Collected data entries:
⟨

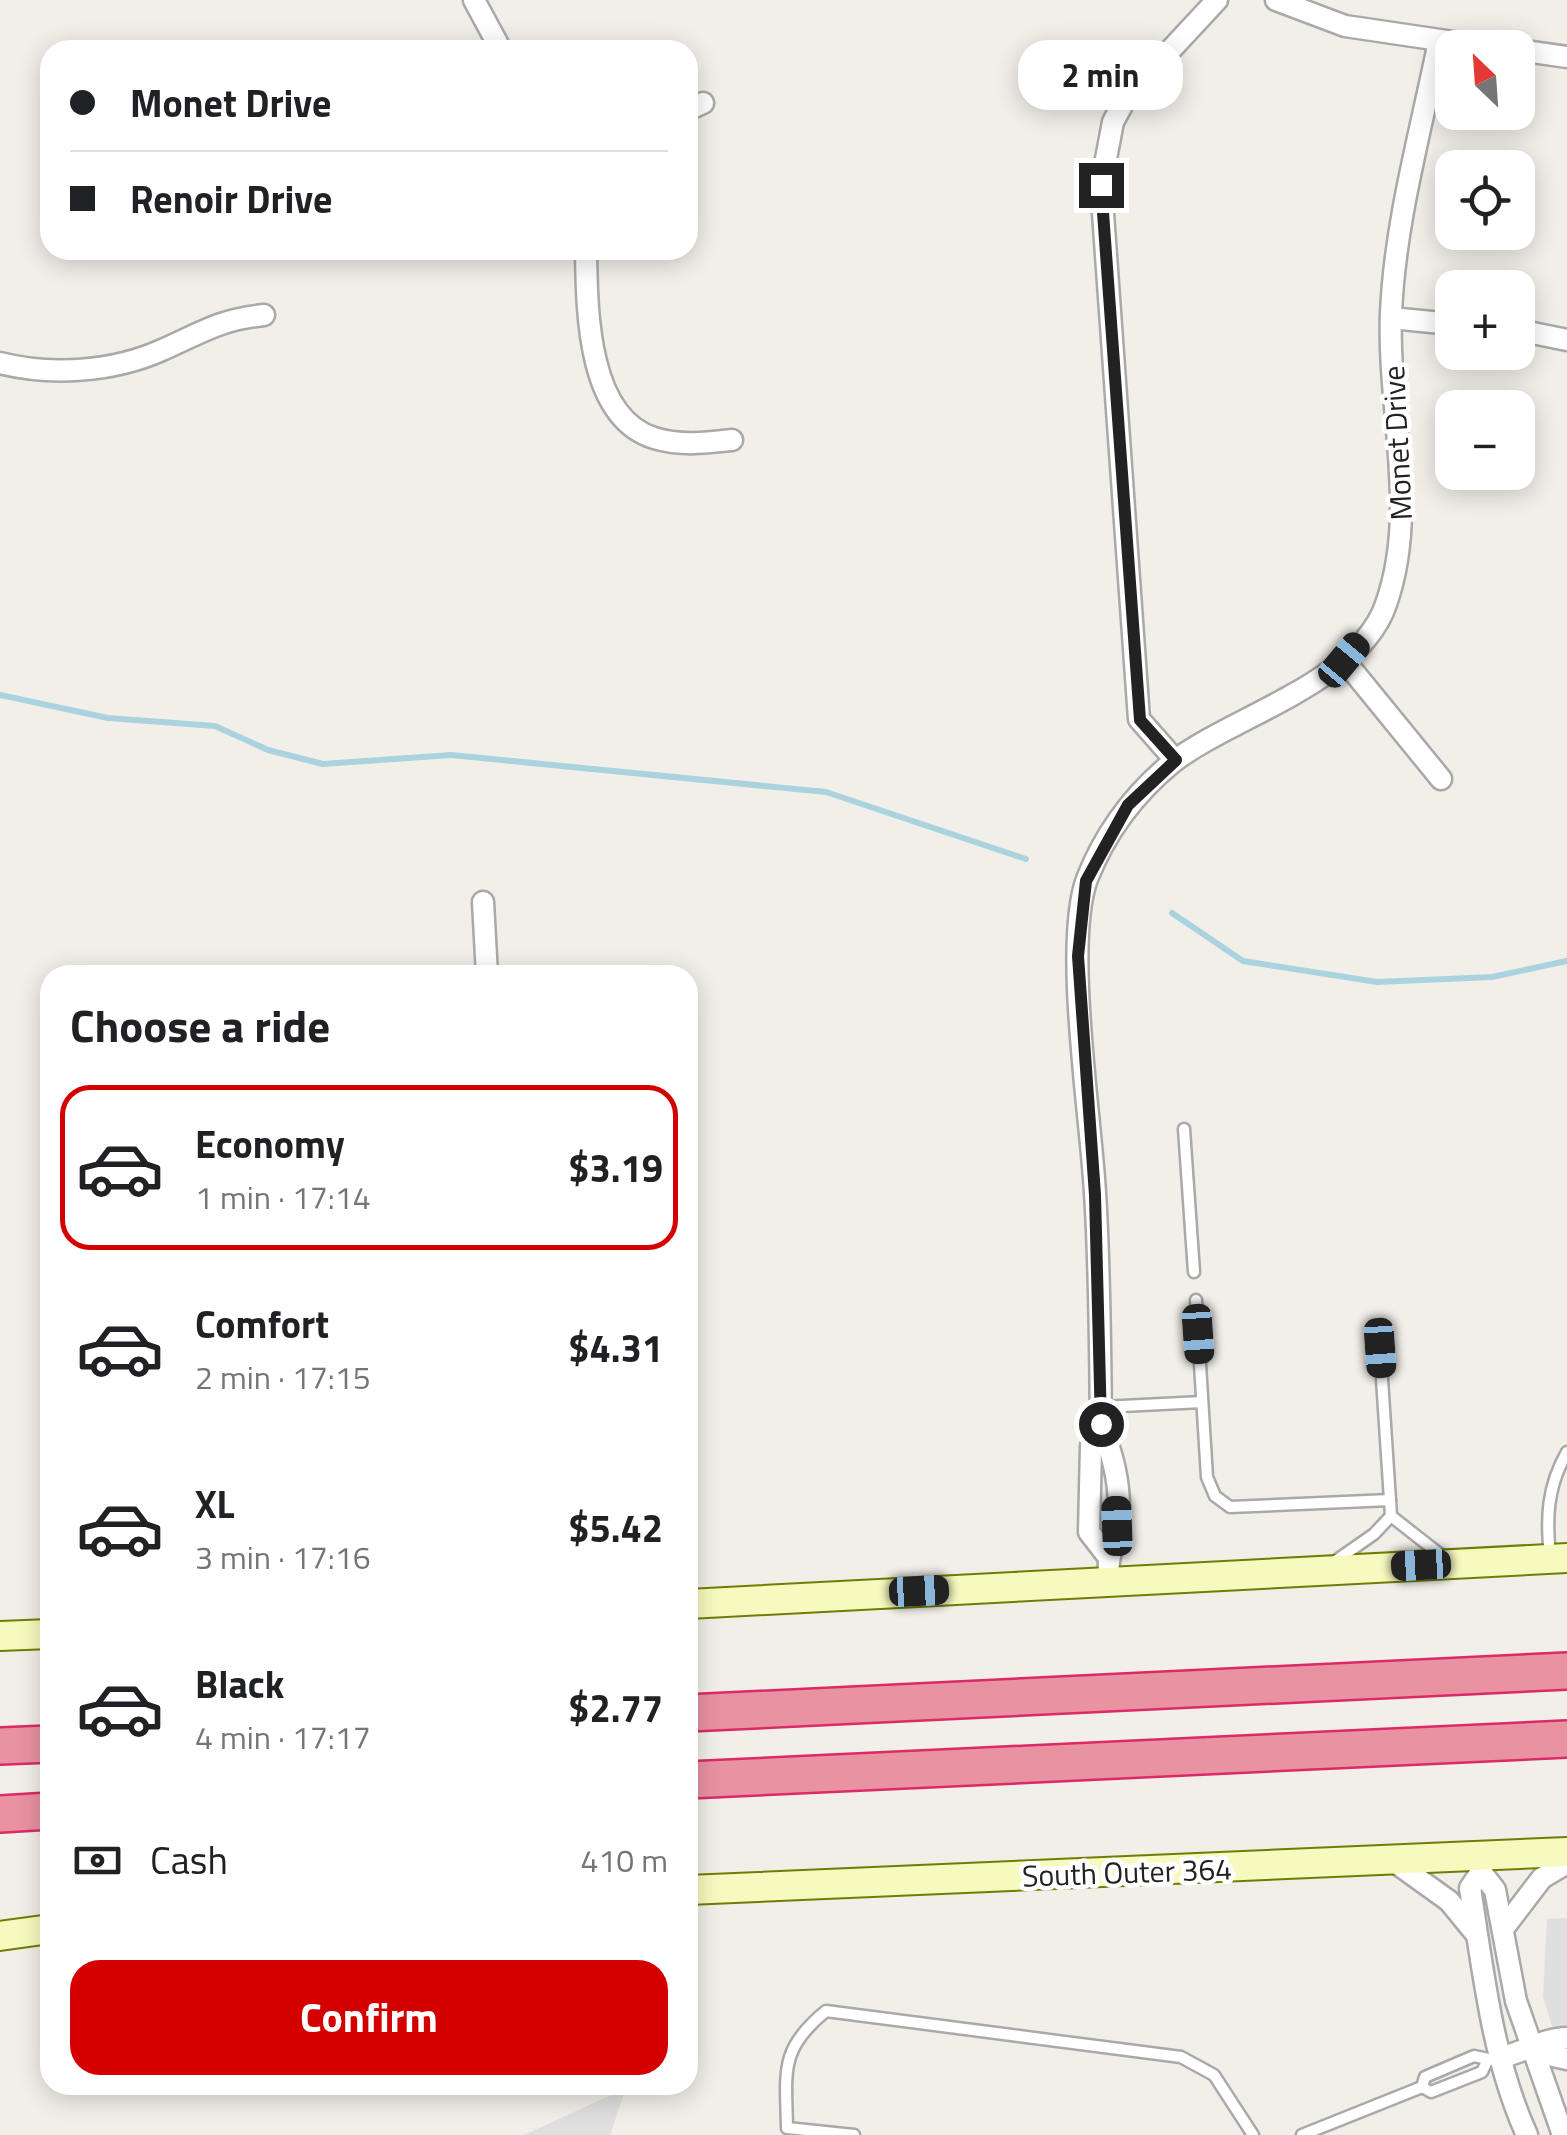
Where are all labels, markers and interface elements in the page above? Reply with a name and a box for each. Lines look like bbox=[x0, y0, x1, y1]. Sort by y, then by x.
north arrow bbox=[1435, 30, 1535, 130]
map controls bbox=[1435, 30, 1535, 490]
callout: 2 min bbox=[1018, 40, 1184, 110]
text: 2 min bbox=[1062, 51, 1139, 99]
text: Monet Drive bbox=[130, 74, 331, 132]
button: locate bbox=[1435, 150, 1535, 250]
route end bbox=[1079, 163, 1124, 208]
text: Renoir Drive bbox=[130, 170, 332, 228]
button: + bbox=[1435, 270, 1535, 370]
street label: Monet Drive bbox=[1370, 364, 1424, 522]
button: − bbox=[1435, 390, 1535, 490]
car bbox=[1313, 627, 1375, 693]
text: Choose a ride bbox=[70, 991, 330, 1059]
text: Economy bbox=[195, 1115, 345, 1173]
icon: car bbox=[75, 1123, 165, 1213]
text: $3.19 bbox=[568, 1139, 663, 1197]
text: 1 min · 17:14 bbox=[195, 1173, 371, 1221]
text: Comfort bbox=[195, 1295, 329, 1353]
icon: car bbox=[75, 1303, 165, 1393]
car bbox=[1181, 1303, 1215, 1365]
car bbox=[1363, 1317, 1397, 1379]
text: $4.31 bbox=[568, 1319, 663, 1377]
text: 2 min · 17:15 bbox=[195, 1353, 371, 1401]
route start bbox=[1079, 1402, 1124, 1447]
text: XL bbox=[195, 1475, 235, 1533]
icon: car bbox=[75, 1483, 165, 1573]
car bbox=[1101, 1495, 1133, 1557]
text: $5.42 bbox=[568, 1499, 663, 1557]
text: 3 min · 17:16 bbox=[195, 1533, 371, 1581]
car bbox=[1390, 1548, 1452, 1582]
car bbox=[888, 1574, 950, 1608]
text: Black bbox=[195, 1655, 284, 1713]
icon: car bbox=[75, 1663, 165, 1753]
text: $2.77 bbox=[568, 1679, 663, 1737]
text: 4 min · 17:17 bbox=[195, 1713, 371, 1761]
text: Cash bbox=[150, 1831, 228, 1889]
icon: cash bbox=[70, 1833, 125, 1888]
text: 410 m bbox=[580, 1836, 668, 1884]
street label: South Outer 364 bbox=[1021, 1845, 1233, 1899]
button: Confirm bbox=[70, 1960, 668, 2075]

⟩

ABOUT THIS TASK: Line by line, restate the data above exactly as it stands, minus the pictures.

ANSWER SPACE:
Where are all labels, markers and interface elements in the page above? Reply with a name and a box for each. Lines look like bbox=[x0, y0, x1, y1]. Sort by y, then by x.
north arrow bbox=[1435, 30, 1535, 130]
map controls bbox=[1435, 30, 1535, 490]
callout: 2 min bbox=[1018, 40, 1184, 110]
text: 2 min bbox=[1062, 51, 1139, 99]
text: Monet Drive bbox=[130, 74, 331, 132]
button: locate bbox=[1435, 150, 1535, 250]
route end bbox=[1079, 163, 1124, 208]
text: Renoir Drive bbox=[130, 170, 332, 228]
button: + bbox=[1435, 270, 1535, 370]
street label: Monet Drive bbox=[1370, 364, 1424, 522]
button: − bbox=[1435, 390, 1535, 490]
car bbox=[1313, 627, 1375, 693]
text: Choose a ride bbox=[70, 991, 330, 1059]
text: Economy bbox=[195, 1115, 345, 1173]
icon: car bbox=[75, 1123, 165, 1213]
text: $3.19 bbox=[568, 1139, 663, 1197]
text: 1 min · 17:14 bbox=[195, 1173, 371, 1221]
text: Comfort bbox=[195, 1295, 329, 1353]
icon: car bbox=[75, 1303, 165, 1393]
car bbox=[1181, 1303, 1215, 1365]
car bbox=[1363, 1317, 1397, 1379]
text: $4.31 bbox=[568, 1319, 663, 1377]
text: 2 min · 17:15 bbox=[195, 1353, 371, 1401]
route start bbox=[1079, 1402, 1124, 1447]
text: XL bbox=[195, 1475, 235, 1533]
icon: car bbox=[75, 1483, 165, 1573]
car bbox=[1101, 1495, 1133, 1557]
text: $5.42 bbox=[568, 1499, 663, 1557]
text: 3 min · 17:16 bbox=[195, 1533, 371, 1581]
car bbox=[1390, 1548, 1452, 1582]
car bbox=[888, 1574, 950, 1608]
text: Black bbox=[195, 1655, 284, 1713]
icon: car bbox=[75, 1663, 165, 1753]
text: $2.77 bbox=[568, 1679, 663, 1737]
text: 4 min · 17:17 bbox=[195, 1713, 371, 1761]
text: Cash bbox=[150, 1831, 228, 1889]
icon: cash bbox=[70, 1833, 125, 1888]
text: 410 m bbox=[580, 1836, 668, 1884]
street label: South Outer 364 bbox=[1021, 1845, 1233, 1899]
button: Confirm bbox=[70, 1960, 668, 2075]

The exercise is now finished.